Your task is to find every line in the records that holds the string "Paseo" and copy it.
· · ·
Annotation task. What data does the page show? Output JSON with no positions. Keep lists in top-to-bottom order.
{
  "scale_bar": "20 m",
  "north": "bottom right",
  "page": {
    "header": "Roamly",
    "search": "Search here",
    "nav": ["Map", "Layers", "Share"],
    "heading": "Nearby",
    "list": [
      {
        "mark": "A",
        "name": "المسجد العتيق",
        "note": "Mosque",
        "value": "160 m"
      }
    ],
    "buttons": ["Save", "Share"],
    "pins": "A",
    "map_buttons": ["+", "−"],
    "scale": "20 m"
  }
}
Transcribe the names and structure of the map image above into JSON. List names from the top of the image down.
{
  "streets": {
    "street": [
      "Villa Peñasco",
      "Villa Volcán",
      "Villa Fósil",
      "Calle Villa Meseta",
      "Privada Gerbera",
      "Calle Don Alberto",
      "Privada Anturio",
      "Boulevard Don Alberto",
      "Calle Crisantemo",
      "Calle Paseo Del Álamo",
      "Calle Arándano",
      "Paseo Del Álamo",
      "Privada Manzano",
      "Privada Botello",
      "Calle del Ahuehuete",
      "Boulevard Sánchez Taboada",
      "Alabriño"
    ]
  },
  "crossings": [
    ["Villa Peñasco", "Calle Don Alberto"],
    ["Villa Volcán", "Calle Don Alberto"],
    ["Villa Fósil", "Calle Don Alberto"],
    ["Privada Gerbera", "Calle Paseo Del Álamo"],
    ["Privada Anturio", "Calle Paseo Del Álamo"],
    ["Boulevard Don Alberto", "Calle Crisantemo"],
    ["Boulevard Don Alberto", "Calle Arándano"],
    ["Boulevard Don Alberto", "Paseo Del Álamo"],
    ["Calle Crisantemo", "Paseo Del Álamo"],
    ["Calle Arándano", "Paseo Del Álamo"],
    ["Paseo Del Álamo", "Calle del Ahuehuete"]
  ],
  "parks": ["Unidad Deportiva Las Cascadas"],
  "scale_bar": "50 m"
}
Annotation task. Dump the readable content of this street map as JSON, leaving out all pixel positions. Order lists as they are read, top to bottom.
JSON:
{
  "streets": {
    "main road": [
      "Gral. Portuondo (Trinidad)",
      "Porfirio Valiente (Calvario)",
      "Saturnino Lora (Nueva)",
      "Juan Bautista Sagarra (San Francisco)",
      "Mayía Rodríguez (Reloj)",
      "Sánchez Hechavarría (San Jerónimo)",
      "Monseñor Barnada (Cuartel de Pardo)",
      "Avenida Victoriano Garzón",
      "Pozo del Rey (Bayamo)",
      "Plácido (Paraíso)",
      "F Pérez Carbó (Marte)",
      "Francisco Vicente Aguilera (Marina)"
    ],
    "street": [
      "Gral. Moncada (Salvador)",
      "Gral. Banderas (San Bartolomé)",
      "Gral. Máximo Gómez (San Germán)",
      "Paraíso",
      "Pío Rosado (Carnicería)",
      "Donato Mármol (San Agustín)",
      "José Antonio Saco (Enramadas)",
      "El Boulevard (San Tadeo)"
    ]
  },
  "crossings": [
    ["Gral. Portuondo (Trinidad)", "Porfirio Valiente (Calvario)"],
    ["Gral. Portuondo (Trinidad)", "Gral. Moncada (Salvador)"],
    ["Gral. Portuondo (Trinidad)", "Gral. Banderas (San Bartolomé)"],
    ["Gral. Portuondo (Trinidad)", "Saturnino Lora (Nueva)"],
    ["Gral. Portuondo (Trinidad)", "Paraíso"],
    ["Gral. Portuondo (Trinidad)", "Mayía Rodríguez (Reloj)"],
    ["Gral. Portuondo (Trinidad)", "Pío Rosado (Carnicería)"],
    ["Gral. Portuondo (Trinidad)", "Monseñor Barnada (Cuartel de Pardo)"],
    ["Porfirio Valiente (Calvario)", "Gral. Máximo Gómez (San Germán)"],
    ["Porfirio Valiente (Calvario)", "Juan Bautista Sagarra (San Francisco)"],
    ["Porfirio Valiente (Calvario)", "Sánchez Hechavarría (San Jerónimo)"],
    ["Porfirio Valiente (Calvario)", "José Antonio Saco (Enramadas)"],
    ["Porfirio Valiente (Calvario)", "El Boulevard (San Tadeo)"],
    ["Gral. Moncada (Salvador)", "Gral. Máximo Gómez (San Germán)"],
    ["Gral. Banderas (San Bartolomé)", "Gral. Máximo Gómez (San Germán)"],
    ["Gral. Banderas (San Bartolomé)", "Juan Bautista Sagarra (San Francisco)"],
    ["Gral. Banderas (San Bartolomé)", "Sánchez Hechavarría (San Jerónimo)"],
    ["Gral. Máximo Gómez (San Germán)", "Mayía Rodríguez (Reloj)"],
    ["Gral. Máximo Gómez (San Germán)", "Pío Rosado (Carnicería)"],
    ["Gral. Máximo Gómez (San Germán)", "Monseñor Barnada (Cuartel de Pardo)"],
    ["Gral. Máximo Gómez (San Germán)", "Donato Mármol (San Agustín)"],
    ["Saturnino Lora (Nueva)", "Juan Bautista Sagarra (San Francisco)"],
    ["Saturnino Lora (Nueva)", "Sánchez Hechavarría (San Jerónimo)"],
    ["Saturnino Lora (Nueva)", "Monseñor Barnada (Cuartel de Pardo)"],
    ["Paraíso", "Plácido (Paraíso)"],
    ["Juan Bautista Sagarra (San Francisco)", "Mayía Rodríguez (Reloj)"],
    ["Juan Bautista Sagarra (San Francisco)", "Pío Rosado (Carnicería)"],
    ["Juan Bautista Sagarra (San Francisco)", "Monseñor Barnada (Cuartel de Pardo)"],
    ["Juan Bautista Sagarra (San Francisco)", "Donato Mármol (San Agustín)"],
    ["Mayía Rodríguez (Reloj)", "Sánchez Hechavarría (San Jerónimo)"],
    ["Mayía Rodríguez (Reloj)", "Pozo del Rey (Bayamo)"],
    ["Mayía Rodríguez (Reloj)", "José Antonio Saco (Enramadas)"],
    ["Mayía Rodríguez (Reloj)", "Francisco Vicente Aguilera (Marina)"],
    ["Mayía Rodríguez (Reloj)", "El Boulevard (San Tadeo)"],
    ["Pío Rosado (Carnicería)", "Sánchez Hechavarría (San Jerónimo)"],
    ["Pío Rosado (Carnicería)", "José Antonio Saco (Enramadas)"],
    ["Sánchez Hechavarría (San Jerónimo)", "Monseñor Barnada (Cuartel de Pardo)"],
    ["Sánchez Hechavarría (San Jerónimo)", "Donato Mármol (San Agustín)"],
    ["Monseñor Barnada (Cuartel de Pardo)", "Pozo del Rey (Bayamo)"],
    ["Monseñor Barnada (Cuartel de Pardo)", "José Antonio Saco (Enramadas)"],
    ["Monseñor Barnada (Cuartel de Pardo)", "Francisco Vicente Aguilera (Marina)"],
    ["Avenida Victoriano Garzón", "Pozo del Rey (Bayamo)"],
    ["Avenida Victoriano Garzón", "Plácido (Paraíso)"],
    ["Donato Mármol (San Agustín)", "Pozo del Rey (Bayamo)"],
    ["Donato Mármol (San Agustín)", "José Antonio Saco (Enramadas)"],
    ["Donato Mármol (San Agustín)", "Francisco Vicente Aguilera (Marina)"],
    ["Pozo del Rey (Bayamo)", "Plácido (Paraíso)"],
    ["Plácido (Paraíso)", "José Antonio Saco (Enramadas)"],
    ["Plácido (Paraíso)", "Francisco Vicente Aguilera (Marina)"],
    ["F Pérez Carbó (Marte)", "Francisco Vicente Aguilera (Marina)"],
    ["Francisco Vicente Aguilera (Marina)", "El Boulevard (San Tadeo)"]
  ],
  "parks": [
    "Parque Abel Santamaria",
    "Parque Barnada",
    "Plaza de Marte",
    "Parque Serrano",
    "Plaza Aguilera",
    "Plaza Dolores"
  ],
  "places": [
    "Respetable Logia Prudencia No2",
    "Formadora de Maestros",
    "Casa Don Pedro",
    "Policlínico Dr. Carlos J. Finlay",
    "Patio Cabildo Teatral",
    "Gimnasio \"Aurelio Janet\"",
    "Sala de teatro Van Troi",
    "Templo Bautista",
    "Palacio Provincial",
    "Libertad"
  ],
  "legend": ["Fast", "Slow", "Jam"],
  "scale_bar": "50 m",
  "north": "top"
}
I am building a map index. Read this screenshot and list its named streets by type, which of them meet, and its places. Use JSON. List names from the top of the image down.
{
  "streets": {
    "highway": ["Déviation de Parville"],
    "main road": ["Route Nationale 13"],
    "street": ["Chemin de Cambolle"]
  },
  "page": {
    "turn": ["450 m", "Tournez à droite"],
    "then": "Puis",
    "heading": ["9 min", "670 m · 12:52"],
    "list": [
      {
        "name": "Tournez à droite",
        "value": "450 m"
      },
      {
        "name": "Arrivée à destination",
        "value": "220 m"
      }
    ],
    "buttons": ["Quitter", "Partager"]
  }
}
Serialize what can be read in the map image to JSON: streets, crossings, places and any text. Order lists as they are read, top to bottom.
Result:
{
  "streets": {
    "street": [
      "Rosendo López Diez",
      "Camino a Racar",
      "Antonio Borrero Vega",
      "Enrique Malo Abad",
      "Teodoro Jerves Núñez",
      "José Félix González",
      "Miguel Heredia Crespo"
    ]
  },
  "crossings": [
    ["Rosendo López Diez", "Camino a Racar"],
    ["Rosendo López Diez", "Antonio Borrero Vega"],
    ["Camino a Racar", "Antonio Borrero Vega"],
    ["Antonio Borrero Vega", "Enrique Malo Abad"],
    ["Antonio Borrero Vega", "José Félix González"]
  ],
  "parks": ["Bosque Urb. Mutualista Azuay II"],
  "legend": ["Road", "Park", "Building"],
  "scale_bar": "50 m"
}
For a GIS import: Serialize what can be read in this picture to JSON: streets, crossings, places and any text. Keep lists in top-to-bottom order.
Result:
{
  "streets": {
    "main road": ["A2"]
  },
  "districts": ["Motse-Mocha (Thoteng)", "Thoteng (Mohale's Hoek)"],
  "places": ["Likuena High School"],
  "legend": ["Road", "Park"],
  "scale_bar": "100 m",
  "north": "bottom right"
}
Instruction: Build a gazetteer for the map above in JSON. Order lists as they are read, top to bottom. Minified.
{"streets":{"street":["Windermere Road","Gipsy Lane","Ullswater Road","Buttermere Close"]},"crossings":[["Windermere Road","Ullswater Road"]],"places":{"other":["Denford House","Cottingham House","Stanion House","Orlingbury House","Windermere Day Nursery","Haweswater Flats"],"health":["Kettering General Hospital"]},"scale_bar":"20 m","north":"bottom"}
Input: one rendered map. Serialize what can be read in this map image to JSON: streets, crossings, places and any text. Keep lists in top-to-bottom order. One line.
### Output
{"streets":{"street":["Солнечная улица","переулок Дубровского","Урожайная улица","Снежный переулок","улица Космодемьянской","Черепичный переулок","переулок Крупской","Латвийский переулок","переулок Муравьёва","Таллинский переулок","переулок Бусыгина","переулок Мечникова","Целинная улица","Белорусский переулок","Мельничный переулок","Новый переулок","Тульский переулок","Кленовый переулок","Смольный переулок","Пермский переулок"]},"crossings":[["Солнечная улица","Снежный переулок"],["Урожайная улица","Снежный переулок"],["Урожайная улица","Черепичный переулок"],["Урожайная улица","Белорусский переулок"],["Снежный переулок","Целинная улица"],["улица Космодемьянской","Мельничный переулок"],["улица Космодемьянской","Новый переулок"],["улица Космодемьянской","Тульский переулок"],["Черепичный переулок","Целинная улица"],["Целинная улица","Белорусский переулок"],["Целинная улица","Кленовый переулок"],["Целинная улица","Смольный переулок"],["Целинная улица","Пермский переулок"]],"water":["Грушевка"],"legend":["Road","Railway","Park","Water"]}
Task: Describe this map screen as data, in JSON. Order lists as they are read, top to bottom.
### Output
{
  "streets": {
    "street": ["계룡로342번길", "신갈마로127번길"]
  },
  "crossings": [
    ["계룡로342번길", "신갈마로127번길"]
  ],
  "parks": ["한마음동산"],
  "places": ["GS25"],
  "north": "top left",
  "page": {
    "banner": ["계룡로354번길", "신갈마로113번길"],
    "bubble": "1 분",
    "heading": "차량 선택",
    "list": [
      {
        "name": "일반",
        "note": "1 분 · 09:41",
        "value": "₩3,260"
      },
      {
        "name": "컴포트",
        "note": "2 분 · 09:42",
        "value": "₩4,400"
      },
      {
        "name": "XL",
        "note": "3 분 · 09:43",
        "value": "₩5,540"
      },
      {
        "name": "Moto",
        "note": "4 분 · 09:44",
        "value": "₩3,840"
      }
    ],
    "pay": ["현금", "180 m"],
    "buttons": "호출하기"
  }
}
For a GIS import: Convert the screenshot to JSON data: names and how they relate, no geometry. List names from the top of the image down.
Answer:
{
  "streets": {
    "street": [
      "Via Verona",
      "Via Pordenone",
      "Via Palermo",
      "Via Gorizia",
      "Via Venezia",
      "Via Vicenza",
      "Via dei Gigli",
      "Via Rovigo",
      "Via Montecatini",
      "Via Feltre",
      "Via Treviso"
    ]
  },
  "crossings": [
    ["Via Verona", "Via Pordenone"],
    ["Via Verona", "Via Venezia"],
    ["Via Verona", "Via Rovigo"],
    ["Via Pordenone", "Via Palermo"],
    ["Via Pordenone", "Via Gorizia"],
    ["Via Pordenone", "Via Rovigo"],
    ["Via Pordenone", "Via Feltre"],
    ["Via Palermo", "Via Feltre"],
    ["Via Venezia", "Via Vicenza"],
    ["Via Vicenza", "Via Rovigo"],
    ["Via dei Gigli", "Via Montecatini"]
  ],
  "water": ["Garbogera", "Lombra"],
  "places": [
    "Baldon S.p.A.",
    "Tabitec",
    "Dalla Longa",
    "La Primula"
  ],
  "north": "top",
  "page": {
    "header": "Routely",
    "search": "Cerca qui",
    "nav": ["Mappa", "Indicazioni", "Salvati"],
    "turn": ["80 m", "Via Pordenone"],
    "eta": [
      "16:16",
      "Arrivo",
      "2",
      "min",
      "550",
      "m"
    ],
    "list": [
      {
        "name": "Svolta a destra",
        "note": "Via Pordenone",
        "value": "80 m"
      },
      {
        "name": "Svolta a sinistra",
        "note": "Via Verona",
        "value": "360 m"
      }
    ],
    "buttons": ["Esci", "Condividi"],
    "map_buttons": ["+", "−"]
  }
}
· · ·
### [Final answer]
      "Calle Paseo Del Álamo",
      "Paseo Del Álamo",
    ["Privada Gerbera", "Calle Paseo Del Álamo"],
    ["Privada Anturio", "Calle Paseo Del Álamo"],
    ["Boulevard Don Alberto", "Paseo Del Álamo"],
    ["Calle Crisantemo", "Paseo Del Álamo"],
    ["Calle Arándano", "Paseo Del Álamo"],
    ["Paseo Del Álamo", "Calle del Ahuehuete"]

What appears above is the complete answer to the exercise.